» **What is needed**: A single number is required: the count of lines in the following entries that include the word "Fitness".

» **Records to process**:
# # #
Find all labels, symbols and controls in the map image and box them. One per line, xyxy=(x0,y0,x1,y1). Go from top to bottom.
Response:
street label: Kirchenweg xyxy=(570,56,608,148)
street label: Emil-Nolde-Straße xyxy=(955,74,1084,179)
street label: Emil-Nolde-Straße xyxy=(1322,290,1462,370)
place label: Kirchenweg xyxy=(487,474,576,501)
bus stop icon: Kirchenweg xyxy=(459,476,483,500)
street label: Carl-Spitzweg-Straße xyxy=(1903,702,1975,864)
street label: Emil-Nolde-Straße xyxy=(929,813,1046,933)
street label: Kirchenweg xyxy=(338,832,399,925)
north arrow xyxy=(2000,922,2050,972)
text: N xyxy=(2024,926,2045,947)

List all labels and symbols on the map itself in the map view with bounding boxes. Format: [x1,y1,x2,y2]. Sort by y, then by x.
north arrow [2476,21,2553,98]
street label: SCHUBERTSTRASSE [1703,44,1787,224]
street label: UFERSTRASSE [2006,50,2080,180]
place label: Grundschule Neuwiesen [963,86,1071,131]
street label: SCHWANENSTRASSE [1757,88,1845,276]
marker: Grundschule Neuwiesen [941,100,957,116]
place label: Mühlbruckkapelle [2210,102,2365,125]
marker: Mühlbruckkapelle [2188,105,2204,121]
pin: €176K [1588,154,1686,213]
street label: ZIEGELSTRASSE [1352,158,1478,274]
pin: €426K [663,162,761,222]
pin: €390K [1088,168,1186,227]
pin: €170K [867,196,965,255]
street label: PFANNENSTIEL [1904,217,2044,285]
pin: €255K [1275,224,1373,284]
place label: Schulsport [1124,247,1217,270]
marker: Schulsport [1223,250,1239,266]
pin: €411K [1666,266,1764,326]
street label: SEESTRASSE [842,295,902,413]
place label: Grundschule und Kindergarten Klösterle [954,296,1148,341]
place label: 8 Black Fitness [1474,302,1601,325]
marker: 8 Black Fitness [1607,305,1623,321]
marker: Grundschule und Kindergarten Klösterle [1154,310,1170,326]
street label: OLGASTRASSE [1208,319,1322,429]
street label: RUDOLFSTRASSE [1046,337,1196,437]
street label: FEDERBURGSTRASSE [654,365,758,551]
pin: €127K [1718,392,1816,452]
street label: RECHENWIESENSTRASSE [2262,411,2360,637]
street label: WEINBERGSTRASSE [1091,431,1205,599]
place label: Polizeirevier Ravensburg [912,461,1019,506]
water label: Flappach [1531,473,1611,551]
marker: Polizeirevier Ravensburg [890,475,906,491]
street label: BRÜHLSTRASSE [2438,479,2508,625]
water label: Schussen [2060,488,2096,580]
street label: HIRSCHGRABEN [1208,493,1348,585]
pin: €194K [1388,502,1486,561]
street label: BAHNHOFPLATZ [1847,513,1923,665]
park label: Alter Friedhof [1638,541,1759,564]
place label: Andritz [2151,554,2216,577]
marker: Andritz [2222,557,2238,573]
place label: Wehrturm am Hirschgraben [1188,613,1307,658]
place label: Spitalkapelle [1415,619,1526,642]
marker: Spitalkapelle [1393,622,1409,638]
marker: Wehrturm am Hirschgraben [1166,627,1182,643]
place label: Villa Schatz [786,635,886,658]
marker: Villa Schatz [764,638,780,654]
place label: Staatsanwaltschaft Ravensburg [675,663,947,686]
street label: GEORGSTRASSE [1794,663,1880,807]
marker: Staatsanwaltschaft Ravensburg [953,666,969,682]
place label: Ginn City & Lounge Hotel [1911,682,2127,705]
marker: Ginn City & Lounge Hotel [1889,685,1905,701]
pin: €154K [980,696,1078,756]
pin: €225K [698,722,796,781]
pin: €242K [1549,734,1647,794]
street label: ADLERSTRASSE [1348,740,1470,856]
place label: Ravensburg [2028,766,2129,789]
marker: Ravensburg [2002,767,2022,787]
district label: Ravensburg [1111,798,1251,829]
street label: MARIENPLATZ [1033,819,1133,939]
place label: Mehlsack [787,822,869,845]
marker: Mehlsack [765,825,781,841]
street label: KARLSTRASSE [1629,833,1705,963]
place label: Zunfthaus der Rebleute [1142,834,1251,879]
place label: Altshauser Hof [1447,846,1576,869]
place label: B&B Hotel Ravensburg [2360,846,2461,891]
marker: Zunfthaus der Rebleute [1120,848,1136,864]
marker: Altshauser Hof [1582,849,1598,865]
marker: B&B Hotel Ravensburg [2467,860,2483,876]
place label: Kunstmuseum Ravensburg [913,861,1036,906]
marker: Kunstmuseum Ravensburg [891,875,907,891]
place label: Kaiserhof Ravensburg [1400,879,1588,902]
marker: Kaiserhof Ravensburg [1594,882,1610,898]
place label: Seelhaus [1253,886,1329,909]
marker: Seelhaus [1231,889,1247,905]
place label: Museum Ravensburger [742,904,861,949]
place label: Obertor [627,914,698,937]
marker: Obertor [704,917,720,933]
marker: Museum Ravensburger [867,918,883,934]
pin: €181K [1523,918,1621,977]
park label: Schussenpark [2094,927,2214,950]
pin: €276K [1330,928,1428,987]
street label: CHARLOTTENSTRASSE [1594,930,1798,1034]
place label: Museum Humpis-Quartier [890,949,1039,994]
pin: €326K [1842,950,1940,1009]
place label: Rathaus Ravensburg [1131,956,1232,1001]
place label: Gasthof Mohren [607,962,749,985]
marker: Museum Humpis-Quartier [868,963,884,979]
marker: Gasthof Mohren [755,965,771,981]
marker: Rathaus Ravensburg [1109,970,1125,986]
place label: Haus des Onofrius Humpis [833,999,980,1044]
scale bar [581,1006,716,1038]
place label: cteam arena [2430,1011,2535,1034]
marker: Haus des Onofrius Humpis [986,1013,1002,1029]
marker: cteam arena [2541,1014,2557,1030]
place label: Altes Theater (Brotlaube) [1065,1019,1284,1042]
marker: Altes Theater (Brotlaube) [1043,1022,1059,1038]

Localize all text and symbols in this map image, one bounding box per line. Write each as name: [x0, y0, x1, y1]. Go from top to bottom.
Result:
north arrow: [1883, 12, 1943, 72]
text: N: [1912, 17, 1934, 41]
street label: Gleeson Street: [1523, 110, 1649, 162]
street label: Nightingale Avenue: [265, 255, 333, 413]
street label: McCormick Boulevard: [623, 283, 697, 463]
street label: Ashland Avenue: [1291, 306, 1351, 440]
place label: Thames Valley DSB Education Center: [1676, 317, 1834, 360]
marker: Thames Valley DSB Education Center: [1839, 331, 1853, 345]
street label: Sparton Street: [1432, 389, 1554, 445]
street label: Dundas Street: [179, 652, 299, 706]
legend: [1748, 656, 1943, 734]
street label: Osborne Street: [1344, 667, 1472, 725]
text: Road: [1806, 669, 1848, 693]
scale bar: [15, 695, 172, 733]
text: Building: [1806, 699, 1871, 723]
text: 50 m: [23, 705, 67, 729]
# # #
» **Your solution**: 2